WORK TASK — Copy the lines below that contain "bottom".

Stored data —
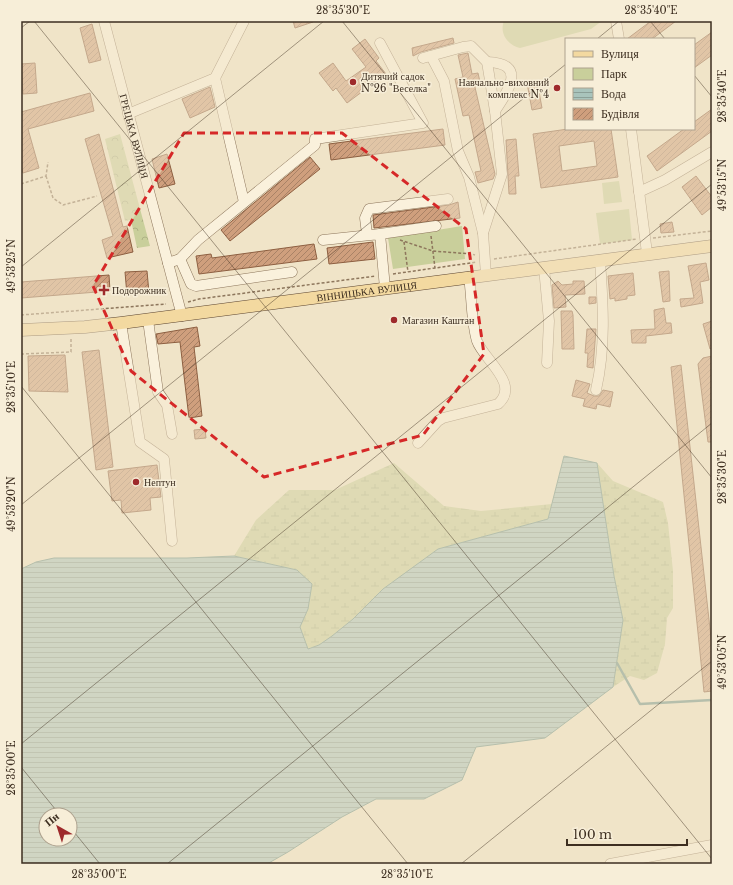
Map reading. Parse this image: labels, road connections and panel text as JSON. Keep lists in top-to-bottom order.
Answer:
{
  "streets": {
    "main road": ["ВІННИЦЬКА ВУЛИЦЯ"],
    "street": ["ГРЕЦЬКА ВУЛИЦЯ"]
  },
  "crossings": [
    ["ГРЕЦЬКА ВУЛИЦЯ", "ВІННИЦЬКА ВУЛИЦЯ"]
  ],
  "places": {
    "other": [
      "Дитячий садок №26 \"Веселка\"",
      "Навчально-виховний комплекс №4",
      "Магазин Каштан",
      "Нептун"
    ],
    "health": ["Подорожник"]
  },
  "legend": [
    "Вулиця",
    "Парк",
    "Вода",
    "Будівля"
  ],
  "scale_bar": "100 m",
  "north": "top left",
  "coordinates": [
    "28°35'30\"E",
    "28°35'40\"E",
    "49°53'15\"N",
    "49°53'25\"N",
    "28°35'10\"E",
    "49°53'20\"N",
    "49°53'05\"N",
    "28°35'00\"E"
  ]
}
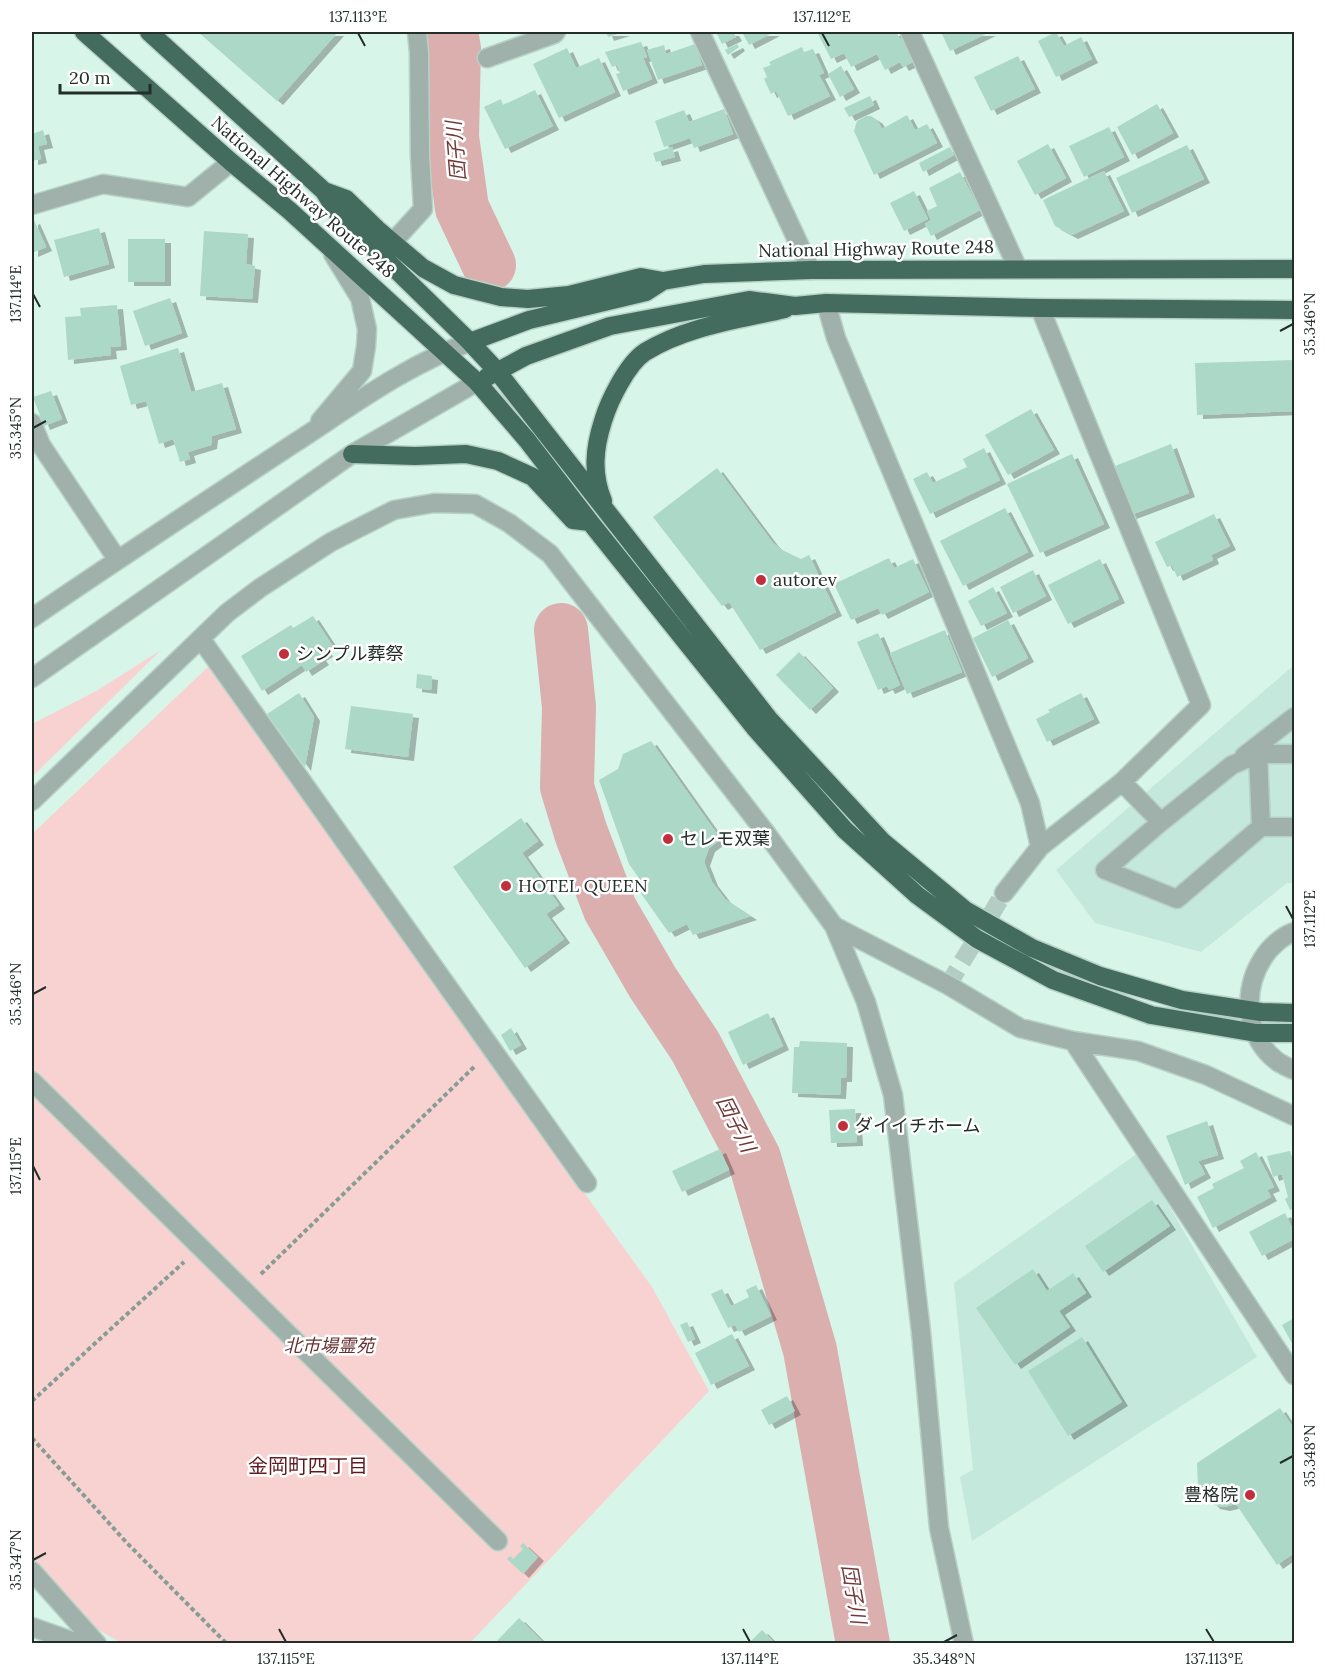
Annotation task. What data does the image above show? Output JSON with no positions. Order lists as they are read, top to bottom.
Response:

SOLVED EXERCISE —
Map reading. Parse this image: labels, road connections and panel text as JSON. Keep lists in top-to-bottom order.
Annotation task. What data does the image above show? Output JSON with no positions. Order lists as they are read, top to bottom.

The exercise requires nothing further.